Check each line of the entries below for the word "meet", and copy the lines that have it.

Items from a data source:
════════════════════

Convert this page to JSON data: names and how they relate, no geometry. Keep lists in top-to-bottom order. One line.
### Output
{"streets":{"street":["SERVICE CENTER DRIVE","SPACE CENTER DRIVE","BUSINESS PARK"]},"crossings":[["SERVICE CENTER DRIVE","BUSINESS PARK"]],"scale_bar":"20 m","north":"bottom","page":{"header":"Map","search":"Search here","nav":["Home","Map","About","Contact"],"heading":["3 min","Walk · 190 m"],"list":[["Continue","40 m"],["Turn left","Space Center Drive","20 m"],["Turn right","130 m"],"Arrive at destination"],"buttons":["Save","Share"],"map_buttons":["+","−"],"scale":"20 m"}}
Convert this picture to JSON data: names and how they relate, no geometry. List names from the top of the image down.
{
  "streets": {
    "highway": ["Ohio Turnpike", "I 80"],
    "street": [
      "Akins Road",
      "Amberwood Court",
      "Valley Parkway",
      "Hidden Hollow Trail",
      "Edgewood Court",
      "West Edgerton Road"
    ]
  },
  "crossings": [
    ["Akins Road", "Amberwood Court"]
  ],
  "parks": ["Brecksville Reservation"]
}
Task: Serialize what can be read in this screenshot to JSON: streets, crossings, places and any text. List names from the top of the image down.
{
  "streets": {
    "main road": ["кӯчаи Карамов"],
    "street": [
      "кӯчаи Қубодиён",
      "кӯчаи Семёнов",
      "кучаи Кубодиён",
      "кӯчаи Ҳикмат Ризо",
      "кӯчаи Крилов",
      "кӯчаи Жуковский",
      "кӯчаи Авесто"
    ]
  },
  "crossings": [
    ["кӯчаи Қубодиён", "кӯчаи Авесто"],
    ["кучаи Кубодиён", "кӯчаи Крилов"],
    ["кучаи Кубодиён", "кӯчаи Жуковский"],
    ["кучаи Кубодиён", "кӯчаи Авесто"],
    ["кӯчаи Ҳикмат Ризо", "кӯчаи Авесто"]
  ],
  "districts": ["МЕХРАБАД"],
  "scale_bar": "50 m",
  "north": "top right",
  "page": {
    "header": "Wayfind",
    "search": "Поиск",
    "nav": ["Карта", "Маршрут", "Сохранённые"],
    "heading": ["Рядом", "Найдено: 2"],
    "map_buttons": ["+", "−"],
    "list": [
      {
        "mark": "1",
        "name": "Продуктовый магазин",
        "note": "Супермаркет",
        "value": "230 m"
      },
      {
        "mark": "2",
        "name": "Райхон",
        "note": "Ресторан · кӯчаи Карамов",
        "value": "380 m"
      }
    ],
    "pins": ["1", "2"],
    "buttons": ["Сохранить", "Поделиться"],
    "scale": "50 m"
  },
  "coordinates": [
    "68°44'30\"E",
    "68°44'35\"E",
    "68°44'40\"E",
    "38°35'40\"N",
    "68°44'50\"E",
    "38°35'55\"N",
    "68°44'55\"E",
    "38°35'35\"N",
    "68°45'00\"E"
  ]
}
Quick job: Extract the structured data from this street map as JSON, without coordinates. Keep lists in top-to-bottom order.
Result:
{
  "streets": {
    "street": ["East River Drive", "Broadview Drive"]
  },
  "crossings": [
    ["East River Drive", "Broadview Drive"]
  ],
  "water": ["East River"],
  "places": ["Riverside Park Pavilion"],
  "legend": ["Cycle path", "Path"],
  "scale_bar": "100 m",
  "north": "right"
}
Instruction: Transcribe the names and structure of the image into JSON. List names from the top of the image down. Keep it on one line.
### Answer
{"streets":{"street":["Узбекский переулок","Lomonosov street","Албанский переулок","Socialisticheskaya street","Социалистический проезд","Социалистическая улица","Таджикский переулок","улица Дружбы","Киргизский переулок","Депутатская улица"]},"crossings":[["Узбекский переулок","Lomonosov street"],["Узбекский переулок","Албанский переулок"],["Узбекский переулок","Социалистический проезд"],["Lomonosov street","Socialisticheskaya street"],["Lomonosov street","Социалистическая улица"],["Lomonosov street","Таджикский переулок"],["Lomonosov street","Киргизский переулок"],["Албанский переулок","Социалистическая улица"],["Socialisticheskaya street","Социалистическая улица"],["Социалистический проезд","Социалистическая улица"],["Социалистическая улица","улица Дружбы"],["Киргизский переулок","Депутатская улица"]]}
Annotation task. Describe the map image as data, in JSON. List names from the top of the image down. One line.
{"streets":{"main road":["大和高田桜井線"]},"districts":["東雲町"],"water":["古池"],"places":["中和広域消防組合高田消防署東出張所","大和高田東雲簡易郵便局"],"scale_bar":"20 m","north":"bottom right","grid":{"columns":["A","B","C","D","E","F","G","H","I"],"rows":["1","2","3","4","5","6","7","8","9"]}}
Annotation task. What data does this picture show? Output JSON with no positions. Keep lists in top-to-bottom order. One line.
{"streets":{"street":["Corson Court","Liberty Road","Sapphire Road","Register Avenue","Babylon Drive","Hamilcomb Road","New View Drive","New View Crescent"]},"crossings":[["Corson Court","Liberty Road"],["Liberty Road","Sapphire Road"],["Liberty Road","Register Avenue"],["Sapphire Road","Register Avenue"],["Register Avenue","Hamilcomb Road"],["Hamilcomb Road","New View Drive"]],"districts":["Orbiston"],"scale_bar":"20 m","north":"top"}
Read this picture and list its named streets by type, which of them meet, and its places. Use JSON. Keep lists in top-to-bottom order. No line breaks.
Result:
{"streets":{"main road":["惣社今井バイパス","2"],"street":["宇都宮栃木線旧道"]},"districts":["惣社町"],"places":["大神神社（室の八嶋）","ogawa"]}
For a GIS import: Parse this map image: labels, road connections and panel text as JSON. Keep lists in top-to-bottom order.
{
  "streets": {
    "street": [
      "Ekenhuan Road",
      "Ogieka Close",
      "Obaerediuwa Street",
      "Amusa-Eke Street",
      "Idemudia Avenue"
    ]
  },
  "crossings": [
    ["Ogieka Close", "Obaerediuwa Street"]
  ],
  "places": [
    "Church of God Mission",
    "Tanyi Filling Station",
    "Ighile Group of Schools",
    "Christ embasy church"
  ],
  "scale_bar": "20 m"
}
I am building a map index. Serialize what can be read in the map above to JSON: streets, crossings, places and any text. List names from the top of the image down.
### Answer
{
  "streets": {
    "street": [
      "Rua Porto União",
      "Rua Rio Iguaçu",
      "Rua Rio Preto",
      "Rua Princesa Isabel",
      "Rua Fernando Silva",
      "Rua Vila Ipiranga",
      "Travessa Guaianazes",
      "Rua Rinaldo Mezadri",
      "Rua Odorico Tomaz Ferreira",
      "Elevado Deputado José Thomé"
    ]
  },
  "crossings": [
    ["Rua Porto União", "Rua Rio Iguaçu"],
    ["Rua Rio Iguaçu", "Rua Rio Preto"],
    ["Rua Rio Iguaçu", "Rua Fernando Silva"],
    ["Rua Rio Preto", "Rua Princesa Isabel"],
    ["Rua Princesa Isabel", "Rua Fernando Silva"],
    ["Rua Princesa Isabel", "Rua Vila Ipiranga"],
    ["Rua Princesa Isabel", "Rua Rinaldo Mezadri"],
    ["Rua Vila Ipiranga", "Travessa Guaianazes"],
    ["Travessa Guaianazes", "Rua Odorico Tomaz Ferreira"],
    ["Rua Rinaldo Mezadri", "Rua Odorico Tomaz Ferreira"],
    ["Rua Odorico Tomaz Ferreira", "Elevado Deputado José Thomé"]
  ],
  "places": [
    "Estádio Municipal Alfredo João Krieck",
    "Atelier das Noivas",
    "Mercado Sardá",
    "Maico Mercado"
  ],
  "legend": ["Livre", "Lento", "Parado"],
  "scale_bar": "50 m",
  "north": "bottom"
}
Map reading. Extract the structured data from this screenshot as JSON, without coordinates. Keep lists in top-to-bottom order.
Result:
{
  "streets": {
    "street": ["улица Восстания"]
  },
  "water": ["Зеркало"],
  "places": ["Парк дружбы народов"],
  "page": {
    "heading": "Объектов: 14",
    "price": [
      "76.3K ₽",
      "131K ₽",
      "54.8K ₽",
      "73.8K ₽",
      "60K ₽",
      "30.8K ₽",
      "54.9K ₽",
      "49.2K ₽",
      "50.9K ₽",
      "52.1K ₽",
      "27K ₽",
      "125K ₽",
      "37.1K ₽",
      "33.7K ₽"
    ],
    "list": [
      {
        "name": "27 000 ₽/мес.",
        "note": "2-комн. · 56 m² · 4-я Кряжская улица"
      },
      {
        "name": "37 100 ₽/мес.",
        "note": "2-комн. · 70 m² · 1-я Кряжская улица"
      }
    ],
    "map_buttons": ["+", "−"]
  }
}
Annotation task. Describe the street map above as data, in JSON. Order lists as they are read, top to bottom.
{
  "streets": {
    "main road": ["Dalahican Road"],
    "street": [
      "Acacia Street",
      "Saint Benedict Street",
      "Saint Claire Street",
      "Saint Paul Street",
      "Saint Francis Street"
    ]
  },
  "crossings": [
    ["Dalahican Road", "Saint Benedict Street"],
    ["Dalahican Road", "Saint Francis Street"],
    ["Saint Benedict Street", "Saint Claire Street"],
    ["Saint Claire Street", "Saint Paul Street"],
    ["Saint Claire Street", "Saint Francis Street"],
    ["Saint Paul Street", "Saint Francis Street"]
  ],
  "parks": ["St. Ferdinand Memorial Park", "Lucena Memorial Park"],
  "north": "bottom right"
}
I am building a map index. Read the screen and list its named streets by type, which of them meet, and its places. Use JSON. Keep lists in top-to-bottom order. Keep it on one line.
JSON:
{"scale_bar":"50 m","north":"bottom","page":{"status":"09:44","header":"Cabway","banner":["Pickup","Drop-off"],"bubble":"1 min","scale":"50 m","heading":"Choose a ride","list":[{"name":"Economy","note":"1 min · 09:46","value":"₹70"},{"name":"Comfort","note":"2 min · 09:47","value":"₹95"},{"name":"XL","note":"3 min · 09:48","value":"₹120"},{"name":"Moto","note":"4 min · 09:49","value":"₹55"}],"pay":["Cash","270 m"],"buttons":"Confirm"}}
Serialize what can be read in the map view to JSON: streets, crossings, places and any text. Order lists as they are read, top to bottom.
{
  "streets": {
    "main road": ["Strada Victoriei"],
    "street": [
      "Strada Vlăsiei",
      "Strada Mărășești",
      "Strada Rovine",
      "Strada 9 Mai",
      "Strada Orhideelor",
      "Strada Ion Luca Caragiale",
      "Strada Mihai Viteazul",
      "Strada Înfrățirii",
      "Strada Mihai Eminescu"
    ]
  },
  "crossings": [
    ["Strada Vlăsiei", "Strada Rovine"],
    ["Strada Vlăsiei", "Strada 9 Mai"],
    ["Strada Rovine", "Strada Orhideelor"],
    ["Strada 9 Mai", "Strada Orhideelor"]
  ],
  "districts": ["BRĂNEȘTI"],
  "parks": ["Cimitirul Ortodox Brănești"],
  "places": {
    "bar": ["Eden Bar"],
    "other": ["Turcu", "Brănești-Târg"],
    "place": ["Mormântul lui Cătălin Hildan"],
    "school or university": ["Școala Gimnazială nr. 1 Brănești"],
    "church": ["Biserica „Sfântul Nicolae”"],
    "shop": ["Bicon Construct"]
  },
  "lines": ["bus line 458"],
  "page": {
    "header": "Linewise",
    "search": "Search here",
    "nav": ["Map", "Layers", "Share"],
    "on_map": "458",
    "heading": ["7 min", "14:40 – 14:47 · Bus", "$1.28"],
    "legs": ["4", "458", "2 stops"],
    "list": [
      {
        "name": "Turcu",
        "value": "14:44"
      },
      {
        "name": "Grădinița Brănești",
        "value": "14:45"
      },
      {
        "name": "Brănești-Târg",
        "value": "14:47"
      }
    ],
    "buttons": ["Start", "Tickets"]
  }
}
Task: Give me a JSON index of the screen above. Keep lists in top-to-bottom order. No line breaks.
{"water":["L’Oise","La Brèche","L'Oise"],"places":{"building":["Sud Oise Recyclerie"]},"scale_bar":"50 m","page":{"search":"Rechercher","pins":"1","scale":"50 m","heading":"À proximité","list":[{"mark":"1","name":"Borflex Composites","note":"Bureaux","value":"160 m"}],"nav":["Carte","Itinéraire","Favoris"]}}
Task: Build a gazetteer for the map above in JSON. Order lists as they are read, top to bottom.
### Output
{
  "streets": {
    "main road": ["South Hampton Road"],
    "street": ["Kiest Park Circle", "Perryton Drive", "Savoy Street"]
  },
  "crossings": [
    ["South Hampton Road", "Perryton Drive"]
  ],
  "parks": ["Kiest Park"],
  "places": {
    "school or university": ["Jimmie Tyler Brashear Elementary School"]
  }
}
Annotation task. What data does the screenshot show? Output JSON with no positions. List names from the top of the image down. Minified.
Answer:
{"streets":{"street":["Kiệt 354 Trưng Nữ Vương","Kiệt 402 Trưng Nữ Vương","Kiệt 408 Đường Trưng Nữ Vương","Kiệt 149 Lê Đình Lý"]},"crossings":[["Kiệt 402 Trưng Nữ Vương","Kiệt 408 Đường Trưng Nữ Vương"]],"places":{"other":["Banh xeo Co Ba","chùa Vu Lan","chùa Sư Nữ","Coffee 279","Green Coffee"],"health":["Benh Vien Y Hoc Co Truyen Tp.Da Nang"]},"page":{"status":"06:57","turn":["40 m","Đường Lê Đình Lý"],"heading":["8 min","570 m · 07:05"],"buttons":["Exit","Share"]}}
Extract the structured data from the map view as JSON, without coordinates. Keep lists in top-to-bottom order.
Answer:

════════════════════

Solved problem.
Read this picture and list its named streets by type, which of them meet, and its places. Use JSON. Keep lists in top-to-bottom order. No line breaks.
I am building a map index. Read the screen and list its named streets by type, which of them meet, and its places. Use JSON. Keep lists in top-to-bottom order. Keep it on one line.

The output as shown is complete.